Prüss H, Tedeschi A, Thiriot A, Lynch L, Loughhead SM, Stutte S, Mazo IB, Kopp MA, Brommer B, Blex C, Geurtz LC, Liebscher T, Niedeggen A, Dirnagl U, Bradke F, Volz MS, DeVivo MJ, Chen Y, von Andrian UH, Schwab JM
Acute spinal cord injury (SCI) causes systemic immunosuppression and life-threatening infections, thought to result from noradrenergic overactivation and excess glucocorticoid release via hypothalamus-pituitary-adrenal axis stimulation. Instead of consecutive hypothalamus-pituitary-adrenal axis activation, we report that acute SCI in mice induced suppression of serum norepinephrine and concomitant increase in cortisol, despite suppressed adrenocorticotropic hormone, indicating primary (adrenal) hypercortisolism. This neurogenic effect was more pronounced after high-thoracic level (Th1) SCI disconnecting adrenal gland innervation, compared with low-thoracic level (Th9) SCI. Prophylactic adrenalectomy completely prevented SCI-induced glucocorticoid excess and lymphocyte depletion but did not prevent pneumonia.
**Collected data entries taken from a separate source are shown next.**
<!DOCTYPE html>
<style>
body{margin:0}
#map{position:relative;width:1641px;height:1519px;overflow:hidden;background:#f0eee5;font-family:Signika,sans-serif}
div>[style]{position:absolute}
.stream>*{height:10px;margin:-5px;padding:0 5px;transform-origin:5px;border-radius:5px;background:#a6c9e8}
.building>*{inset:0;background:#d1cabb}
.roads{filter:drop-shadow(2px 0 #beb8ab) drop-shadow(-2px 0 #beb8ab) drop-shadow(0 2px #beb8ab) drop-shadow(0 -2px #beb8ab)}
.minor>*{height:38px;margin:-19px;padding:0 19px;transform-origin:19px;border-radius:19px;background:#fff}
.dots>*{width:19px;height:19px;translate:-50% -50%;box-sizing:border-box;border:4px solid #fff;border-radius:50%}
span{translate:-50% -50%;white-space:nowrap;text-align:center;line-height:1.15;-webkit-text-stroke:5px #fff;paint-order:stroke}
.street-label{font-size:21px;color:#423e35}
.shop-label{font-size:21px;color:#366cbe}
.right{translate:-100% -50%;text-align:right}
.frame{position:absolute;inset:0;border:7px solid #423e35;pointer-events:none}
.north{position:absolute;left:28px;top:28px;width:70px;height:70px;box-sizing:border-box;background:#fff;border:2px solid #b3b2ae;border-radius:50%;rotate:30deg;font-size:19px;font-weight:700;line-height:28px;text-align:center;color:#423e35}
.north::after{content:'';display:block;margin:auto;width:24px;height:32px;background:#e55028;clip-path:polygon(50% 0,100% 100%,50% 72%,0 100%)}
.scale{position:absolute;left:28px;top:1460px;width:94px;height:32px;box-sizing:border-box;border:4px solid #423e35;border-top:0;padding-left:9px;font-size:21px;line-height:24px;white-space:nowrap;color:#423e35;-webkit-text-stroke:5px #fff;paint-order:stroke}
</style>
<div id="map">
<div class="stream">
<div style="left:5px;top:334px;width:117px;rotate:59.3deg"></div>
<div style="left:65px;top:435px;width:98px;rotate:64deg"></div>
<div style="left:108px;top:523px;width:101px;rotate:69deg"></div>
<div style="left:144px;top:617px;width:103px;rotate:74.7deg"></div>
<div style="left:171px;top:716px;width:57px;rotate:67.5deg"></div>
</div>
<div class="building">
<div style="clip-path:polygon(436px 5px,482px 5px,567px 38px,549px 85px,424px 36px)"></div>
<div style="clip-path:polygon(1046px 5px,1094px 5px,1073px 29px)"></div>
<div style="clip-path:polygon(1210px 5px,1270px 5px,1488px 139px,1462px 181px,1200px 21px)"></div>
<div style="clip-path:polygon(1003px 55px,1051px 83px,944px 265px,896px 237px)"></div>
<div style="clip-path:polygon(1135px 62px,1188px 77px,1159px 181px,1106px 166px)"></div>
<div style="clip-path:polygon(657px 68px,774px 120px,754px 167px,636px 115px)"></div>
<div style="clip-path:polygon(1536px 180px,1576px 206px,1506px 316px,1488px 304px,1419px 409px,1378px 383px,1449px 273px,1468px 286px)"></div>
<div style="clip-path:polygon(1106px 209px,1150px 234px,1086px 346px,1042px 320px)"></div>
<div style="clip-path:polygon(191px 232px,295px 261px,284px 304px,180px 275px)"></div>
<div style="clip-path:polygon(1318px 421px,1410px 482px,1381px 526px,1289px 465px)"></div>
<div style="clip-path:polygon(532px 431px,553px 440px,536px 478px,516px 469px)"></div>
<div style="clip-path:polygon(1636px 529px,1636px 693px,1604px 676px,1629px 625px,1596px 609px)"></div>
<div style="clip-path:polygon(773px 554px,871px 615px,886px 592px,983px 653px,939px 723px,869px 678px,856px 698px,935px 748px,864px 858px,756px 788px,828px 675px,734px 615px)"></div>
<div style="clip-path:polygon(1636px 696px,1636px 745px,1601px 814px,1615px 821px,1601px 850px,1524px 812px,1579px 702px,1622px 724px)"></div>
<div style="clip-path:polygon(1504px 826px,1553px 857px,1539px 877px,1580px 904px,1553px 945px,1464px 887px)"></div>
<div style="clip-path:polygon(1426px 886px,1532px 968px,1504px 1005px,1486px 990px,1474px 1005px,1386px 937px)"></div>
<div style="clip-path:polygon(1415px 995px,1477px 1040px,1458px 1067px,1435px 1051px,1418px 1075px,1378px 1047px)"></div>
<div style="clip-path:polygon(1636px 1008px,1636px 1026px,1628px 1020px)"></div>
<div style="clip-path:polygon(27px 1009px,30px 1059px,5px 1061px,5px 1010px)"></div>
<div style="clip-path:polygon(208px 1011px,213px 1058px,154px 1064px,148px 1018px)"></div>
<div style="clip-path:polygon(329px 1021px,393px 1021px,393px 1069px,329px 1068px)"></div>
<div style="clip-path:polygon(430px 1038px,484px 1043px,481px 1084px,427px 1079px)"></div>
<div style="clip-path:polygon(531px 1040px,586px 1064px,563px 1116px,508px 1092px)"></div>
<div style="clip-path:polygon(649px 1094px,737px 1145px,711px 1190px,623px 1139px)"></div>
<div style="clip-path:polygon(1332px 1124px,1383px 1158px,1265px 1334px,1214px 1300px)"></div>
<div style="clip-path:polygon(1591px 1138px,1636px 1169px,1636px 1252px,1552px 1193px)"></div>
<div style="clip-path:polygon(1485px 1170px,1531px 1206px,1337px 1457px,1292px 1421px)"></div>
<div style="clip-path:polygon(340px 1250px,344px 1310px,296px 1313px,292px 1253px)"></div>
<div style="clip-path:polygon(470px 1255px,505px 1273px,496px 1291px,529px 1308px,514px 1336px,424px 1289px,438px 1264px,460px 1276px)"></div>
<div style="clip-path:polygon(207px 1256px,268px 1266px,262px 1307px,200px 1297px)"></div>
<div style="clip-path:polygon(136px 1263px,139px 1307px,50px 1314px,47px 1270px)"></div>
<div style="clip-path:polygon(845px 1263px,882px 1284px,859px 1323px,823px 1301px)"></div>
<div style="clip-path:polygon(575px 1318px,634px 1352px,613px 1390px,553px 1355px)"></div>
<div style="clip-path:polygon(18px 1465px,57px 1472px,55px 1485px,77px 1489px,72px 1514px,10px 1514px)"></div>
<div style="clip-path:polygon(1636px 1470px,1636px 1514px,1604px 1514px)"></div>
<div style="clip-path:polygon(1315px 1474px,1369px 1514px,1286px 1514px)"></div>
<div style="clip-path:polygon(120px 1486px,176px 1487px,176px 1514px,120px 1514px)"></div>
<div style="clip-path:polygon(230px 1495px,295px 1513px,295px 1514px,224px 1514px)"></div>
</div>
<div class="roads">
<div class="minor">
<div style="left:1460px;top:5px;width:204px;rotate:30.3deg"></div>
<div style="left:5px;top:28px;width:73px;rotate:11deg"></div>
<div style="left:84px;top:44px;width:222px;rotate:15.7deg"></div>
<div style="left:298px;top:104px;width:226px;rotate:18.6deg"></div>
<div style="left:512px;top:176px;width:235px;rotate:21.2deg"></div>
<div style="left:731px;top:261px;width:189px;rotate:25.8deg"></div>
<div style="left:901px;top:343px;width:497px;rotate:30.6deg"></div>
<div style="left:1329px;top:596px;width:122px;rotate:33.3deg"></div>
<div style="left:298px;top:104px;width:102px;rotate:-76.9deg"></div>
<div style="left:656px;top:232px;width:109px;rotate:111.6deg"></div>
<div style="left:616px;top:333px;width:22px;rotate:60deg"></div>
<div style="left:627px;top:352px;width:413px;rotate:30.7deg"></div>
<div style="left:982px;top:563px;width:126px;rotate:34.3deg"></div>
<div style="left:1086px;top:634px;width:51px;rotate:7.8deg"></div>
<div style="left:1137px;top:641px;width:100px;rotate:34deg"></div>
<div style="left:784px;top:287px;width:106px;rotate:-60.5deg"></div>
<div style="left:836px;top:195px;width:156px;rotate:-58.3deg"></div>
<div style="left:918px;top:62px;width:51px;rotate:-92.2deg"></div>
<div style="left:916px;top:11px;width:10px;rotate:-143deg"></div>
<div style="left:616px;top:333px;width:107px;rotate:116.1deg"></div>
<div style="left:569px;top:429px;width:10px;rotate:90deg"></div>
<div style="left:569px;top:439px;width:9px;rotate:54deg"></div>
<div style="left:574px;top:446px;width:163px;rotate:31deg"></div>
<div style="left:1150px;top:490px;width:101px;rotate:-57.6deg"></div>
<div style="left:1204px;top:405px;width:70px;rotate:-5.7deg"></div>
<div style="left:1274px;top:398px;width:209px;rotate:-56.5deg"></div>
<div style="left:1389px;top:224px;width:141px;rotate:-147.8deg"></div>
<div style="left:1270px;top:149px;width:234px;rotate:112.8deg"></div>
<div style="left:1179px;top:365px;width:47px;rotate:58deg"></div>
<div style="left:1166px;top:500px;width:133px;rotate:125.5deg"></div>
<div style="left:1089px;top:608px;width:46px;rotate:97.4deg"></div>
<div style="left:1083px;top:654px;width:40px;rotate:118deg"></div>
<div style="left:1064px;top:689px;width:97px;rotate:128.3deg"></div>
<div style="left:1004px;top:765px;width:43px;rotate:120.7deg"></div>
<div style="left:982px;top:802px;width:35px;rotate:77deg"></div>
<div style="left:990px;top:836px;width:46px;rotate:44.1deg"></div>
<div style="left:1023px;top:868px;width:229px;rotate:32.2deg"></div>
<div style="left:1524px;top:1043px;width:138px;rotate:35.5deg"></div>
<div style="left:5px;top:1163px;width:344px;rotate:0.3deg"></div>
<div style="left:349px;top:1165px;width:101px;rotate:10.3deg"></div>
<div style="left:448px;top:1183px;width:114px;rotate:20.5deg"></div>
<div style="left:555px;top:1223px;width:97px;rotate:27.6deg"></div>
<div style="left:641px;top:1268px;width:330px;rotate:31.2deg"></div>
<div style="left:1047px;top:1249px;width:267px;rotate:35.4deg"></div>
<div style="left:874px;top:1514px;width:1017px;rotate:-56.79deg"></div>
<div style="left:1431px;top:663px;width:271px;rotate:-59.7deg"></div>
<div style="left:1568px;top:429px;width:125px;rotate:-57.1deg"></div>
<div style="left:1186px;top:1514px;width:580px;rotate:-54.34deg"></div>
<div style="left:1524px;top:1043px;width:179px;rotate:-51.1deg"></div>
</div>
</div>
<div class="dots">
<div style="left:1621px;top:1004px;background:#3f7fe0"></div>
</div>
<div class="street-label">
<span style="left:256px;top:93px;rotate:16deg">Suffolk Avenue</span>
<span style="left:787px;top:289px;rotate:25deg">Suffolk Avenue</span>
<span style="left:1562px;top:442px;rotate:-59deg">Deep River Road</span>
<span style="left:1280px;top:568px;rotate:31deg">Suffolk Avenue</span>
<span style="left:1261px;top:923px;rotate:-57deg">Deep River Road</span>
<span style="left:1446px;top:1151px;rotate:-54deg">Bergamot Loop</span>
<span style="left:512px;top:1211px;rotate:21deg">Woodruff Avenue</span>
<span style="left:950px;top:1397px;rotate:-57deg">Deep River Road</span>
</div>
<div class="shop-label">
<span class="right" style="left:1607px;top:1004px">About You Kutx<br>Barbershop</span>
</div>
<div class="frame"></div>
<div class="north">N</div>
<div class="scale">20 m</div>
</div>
When adrenalectomized mice were transplanted with denervated adrenal glands to restore physiologic glucocorticoid levels, the animals were completely protected from pneumonia. These findings identify a maladaptive sympathetic-neuroendocrine adrenal reflex mediating immunosuppression after SCI, implying that therapeutic normalization of the glucocorticoid and catecholamine imbalance in SCI patients could be a strategy to prevent detrimental infections.